Sam Houston breaks ground
The sun shone bright on a cloudless morning as officials gathered at the construction site for the groundbreaking ceremony at Sam Houston Elementary School on Tuesday.
The groundbreaking was the latest step for the Port Arthur elementary school in achieving its plans for a new building and campus.
Sam Houston Principal Marcia Sharp gave opening remarks and an introduction to invocations by several church and pastor leaders.
“Through Christ all things are possible,” Sharp said before the church figures led a string of blessings from each church leader for the new campus.
In his official welcome and introduction, Dr. Mark Porterie echoed those statements, saying, “When God is in the midst, how can we fail?”
Porterie also introduced several members from the Port Arthur ISD board, as well as pastors and the contractors responsible for designing and overseeing the project.
PAISD Board President Kenneth Lofton, Sr. spoke on behalf of the trustees.

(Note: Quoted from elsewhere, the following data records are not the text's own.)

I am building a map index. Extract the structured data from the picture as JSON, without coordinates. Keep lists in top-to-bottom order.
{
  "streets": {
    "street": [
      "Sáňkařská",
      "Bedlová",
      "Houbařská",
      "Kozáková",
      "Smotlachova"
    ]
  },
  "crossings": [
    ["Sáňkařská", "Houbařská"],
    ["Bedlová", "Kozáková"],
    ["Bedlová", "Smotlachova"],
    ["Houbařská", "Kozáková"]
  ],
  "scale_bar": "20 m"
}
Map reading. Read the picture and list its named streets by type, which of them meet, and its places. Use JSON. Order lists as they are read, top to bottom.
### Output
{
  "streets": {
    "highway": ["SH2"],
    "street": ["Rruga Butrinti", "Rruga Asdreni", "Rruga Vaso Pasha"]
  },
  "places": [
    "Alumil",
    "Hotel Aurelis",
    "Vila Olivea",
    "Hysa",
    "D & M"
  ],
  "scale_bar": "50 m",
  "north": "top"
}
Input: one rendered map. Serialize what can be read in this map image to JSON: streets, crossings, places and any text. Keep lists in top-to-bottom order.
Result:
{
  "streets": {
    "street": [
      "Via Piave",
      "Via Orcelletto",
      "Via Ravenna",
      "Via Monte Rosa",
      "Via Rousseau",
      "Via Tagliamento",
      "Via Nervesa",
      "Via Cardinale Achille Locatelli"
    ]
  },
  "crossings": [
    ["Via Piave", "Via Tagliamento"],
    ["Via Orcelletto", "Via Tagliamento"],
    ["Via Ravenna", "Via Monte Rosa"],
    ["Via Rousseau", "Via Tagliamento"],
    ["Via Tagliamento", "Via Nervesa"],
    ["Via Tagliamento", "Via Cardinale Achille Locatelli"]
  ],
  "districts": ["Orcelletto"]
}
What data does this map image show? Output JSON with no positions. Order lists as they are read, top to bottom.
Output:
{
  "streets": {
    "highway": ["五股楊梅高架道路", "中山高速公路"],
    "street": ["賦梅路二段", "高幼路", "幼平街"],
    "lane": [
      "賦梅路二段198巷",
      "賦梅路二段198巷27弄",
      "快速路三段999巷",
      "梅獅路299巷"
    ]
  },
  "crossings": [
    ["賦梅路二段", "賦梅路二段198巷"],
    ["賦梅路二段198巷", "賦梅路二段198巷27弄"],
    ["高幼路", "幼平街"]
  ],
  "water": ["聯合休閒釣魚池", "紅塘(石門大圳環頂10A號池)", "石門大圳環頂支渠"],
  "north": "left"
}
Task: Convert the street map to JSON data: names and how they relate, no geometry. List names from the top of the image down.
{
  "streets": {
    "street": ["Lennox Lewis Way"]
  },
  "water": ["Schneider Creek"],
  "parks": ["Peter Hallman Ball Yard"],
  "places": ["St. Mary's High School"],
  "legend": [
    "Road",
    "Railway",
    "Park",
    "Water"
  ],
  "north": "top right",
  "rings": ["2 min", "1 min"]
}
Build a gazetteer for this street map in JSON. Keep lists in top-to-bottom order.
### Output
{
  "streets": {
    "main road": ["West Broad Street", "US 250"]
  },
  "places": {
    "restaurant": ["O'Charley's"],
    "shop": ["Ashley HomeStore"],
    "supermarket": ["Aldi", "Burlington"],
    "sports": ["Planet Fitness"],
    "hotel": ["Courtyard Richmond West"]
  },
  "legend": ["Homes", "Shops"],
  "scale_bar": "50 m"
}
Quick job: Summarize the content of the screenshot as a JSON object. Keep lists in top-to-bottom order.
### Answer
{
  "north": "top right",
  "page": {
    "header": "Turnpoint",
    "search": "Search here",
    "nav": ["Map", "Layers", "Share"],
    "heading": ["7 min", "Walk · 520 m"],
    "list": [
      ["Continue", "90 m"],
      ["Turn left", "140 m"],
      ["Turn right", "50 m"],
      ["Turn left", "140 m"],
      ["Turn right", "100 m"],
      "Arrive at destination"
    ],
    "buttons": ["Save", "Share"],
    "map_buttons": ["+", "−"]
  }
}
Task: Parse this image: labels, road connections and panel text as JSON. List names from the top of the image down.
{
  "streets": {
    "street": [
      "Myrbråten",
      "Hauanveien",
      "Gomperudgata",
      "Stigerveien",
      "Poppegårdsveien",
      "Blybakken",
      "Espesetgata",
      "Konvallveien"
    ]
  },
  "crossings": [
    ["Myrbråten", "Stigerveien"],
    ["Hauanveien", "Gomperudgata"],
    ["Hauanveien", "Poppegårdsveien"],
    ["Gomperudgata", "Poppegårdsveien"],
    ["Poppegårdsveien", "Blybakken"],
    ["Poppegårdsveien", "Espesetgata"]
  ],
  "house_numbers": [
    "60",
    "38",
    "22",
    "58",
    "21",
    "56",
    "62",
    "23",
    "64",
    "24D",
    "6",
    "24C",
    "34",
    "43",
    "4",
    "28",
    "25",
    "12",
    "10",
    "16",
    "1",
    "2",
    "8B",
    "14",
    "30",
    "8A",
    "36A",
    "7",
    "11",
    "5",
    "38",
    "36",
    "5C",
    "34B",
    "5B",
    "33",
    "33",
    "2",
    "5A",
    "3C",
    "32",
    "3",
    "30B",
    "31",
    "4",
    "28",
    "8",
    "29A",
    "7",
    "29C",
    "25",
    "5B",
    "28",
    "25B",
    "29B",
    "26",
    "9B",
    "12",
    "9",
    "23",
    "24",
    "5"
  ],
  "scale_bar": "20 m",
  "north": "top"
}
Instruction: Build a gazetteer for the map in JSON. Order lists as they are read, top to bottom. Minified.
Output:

“We’re so excited that we can have a new campus,” Lofton said. “I would like to add that this has been a long time coming. Driving along 39th Street, we would be able to see the brand new school in the midst of Port Arthur.”
Sharp resumed speaking.
“This reaffirms the guiding principles that this building was meant to stand on,” she said. “This new standard enhances our students and benefits the community. It rededicates PAISD’s commitment to excellence.”
Sharp thanked the PAISD board and the citizens for their generous support.
The groundbreaking also featured speakers from N&T Construction, Inc. and PAISD Interim Maintenance Director Mark Rouly.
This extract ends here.